Abstract:Although transformer has achieved great progress on computer vision tasks, the scale variation in dense image prediction is still the key challenge. Few effective multi-scale techniques are applied in transformer and there are two main limitations in the current methods. On one hand, self-attention module in vanilla transformer fails to sufficiently exploit the diversity of semantic information because of its rigid mechanism. On the other hand, it is hard to build attention and interaction among different levels due to the heavy computational burden.
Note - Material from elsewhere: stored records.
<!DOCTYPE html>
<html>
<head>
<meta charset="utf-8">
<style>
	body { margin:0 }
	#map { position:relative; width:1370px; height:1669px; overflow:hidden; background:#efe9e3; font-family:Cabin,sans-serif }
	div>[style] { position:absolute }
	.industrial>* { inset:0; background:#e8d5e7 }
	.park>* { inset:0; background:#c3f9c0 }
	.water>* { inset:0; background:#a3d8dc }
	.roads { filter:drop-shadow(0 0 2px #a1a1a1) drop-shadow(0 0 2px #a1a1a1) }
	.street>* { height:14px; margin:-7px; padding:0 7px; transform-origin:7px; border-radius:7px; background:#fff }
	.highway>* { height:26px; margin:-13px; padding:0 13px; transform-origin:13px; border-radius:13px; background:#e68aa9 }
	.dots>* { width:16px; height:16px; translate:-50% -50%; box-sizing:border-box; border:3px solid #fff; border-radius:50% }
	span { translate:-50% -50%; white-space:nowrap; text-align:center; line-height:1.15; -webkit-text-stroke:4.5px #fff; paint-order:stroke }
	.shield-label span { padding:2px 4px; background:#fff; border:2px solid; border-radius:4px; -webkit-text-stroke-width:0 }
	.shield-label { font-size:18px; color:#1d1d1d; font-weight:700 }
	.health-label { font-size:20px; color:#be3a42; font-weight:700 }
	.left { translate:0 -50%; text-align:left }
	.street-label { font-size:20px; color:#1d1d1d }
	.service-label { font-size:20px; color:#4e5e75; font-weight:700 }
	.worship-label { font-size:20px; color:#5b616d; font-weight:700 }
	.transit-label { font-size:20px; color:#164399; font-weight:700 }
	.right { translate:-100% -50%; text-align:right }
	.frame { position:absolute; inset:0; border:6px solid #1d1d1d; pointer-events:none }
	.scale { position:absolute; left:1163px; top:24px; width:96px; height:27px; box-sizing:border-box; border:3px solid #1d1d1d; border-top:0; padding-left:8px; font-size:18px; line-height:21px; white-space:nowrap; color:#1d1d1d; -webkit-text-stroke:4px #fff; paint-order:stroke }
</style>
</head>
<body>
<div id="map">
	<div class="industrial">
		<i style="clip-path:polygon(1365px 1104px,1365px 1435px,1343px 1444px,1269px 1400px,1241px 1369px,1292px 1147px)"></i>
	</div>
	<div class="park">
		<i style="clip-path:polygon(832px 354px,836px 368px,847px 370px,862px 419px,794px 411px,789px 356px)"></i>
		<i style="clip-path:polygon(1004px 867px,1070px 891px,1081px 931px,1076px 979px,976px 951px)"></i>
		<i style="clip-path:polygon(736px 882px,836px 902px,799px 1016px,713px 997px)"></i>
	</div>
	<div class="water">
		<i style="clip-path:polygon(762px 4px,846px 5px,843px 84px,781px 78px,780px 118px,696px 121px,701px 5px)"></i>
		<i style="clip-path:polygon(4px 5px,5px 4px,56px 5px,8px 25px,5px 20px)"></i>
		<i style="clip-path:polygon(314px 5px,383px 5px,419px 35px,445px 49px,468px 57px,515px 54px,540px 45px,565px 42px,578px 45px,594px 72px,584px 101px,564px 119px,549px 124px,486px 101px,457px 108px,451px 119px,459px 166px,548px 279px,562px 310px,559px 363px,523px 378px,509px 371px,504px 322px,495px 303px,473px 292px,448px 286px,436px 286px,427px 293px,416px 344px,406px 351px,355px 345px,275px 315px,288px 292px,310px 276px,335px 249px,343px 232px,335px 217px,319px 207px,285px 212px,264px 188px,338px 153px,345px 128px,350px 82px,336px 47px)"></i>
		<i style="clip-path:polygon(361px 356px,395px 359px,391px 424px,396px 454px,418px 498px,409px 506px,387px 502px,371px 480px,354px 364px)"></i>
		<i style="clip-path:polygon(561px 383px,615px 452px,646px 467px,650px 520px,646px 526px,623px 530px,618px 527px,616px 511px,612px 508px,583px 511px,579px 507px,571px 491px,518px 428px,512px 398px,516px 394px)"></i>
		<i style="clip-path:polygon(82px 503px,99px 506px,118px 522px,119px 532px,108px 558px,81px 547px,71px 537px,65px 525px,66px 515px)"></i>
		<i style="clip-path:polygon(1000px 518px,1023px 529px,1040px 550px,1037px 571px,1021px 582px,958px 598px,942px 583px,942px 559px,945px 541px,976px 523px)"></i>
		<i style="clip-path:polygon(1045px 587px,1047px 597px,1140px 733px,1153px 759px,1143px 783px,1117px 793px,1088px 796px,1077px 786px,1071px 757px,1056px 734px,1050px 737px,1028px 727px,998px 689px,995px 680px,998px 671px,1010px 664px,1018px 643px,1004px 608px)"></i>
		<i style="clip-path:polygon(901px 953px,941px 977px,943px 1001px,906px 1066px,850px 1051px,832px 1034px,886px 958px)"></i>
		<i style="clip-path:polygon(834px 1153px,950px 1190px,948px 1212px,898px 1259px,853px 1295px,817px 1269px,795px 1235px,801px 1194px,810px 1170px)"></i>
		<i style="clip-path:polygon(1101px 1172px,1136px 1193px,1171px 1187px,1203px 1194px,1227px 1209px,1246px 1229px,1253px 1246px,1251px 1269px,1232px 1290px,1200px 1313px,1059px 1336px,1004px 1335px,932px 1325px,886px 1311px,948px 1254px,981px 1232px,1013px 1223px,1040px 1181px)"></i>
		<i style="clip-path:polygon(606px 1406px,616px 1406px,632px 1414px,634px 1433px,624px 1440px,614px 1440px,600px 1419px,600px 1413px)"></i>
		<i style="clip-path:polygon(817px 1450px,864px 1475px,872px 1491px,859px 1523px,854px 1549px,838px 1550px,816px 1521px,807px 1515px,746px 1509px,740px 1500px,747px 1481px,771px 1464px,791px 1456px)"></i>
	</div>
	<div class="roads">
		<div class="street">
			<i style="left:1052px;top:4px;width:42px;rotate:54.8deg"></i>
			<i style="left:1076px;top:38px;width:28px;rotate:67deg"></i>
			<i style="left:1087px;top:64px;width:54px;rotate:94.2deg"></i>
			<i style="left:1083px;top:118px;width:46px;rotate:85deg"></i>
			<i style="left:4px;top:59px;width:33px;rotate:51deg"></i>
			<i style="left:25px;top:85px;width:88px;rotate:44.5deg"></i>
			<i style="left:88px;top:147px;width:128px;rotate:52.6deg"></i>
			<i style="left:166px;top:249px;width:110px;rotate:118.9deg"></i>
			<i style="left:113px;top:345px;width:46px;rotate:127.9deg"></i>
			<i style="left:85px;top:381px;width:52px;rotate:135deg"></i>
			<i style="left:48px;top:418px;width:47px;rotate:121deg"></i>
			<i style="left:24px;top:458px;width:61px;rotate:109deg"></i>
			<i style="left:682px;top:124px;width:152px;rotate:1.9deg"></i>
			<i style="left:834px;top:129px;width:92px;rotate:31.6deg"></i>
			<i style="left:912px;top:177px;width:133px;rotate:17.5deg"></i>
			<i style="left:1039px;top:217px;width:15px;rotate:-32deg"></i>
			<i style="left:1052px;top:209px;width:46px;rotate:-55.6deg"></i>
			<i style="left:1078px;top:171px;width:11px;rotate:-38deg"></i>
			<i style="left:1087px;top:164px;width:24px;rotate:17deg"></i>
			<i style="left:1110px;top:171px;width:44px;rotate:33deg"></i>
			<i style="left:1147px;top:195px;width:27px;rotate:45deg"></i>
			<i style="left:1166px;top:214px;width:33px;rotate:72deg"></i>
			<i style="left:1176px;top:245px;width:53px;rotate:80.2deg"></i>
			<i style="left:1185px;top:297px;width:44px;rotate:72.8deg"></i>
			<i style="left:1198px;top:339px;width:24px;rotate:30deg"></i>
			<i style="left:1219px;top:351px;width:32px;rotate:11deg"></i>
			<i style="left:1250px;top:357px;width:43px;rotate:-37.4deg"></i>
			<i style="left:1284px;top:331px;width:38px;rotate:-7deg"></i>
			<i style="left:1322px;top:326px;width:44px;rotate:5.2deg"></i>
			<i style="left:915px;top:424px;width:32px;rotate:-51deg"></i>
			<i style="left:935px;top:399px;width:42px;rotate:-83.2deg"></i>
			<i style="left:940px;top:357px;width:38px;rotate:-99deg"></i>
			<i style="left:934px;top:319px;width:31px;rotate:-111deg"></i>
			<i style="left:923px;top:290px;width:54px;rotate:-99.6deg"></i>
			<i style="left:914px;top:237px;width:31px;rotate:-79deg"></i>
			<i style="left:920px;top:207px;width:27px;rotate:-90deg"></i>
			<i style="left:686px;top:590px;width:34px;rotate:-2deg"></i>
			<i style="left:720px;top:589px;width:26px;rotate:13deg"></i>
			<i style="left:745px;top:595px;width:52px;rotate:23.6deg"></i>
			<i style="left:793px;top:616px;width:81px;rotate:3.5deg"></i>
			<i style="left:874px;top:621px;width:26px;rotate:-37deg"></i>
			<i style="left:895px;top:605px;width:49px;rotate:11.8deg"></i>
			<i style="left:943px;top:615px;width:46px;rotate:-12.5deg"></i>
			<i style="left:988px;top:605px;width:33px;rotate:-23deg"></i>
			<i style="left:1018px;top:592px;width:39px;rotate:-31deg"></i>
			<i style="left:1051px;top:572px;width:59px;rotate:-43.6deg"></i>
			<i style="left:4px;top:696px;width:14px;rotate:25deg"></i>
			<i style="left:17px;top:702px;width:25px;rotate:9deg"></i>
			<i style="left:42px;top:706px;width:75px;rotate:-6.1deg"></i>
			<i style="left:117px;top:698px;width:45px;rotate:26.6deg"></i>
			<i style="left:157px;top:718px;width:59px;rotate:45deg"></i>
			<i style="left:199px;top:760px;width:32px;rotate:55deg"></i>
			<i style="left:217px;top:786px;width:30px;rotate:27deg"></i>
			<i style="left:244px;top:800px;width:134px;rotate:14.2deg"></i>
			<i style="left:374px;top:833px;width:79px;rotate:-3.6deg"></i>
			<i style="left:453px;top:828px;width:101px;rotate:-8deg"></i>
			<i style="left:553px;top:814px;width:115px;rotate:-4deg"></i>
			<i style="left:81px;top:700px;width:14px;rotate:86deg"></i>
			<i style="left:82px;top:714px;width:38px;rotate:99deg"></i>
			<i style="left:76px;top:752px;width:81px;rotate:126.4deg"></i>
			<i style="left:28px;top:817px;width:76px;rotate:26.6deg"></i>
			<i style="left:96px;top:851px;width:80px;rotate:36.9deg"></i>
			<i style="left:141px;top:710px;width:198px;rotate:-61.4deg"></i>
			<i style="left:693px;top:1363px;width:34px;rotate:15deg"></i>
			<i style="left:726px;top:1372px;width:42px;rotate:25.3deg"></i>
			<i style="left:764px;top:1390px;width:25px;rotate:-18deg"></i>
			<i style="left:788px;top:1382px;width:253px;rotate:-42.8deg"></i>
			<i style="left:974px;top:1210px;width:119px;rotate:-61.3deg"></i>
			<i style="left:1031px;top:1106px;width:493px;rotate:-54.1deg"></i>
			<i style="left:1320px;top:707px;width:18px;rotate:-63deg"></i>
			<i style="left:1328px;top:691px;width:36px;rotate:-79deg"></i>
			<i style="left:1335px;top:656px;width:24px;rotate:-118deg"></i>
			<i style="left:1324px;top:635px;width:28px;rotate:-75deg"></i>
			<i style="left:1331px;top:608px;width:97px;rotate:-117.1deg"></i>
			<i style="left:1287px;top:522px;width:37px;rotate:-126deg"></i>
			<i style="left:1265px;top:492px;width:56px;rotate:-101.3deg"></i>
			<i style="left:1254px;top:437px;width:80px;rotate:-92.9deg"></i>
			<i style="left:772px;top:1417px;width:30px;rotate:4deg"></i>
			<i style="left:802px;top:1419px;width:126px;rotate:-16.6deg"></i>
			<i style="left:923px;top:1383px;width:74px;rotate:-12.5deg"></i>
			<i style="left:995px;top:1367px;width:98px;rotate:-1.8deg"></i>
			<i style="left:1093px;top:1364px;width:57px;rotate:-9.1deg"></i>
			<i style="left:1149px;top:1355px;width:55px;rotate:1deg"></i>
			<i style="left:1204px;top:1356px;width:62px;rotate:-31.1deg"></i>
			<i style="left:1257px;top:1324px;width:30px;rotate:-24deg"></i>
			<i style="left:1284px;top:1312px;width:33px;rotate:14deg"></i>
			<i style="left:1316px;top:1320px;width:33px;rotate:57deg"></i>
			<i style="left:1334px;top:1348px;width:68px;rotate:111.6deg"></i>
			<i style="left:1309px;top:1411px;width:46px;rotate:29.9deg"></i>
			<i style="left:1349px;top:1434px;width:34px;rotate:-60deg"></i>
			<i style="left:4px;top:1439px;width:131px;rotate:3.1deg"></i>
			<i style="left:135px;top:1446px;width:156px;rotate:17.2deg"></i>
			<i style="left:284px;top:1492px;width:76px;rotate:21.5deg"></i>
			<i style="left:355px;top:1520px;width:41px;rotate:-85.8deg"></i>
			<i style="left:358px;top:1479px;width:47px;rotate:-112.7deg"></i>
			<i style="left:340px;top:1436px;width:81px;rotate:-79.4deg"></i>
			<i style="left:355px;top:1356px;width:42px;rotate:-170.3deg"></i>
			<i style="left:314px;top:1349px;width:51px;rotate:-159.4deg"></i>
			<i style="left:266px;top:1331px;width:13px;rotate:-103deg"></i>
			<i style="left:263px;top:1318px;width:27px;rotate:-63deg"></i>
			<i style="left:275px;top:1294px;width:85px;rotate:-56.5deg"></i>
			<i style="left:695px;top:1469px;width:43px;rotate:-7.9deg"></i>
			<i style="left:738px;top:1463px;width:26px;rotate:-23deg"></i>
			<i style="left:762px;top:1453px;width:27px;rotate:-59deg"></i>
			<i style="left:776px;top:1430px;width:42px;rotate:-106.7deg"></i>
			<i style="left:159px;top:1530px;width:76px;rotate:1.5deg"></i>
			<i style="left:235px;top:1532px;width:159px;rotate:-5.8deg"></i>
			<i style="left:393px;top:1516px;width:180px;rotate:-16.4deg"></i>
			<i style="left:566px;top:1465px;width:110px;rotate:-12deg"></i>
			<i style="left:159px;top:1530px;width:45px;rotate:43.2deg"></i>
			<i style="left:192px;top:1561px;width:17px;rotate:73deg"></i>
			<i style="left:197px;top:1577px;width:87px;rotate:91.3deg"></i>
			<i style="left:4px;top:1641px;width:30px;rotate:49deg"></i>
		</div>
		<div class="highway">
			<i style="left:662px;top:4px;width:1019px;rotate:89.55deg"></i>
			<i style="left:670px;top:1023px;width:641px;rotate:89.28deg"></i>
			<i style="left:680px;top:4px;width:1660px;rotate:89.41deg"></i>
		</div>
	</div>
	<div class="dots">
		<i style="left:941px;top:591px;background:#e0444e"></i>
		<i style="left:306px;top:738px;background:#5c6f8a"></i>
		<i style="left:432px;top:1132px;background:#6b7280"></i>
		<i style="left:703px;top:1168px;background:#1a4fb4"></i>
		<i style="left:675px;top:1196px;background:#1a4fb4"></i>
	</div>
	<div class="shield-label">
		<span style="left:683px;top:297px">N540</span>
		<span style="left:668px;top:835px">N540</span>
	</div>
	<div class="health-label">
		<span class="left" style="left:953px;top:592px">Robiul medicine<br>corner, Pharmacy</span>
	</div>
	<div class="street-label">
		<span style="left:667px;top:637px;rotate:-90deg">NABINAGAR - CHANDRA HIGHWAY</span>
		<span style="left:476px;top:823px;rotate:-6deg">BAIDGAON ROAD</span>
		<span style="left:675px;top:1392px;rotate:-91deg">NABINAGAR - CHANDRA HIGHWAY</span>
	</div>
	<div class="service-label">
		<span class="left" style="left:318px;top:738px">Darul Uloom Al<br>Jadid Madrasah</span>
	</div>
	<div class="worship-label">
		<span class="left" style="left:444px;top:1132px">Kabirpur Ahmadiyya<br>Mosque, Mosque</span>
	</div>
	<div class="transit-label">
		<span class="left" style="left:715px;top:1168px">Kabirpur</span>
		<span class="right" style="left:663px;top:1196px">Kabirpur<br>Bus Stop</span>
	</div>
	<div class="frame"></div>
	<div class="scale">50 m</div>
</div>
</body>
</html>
To alleviate this problem, we first revisit multi-scale problem in dense prediction, verifying the significance of diverse semantic representation and multi-scale interaction, and exploring the adaptation of transformer to pyramidal structure. Inspired by these findings, we propose a novel Semantic-aware Decoupled Transformer Pyramid (SDTP) for dense image prediction, consisting of Intra-level Semantic Promotion (ISP), Cross-level Decoupled Interaction (CDI) and Attention Refinement Function (ARF). ISP explores the semantic diversity in different receptive space. CDI builds the global attention and interaction among different levels in decoupled space which also solves the problem of heavy computation. Besides, ARF is further added to refine the attention in transformer. Experimental results demonstrate the validity and generality of the proposed method, which outperforms the state-of-the-art by a significant margin in dense image prediction tasks. Furthermore, the proposed components are all plug-and-play, which can be embedded in other methods.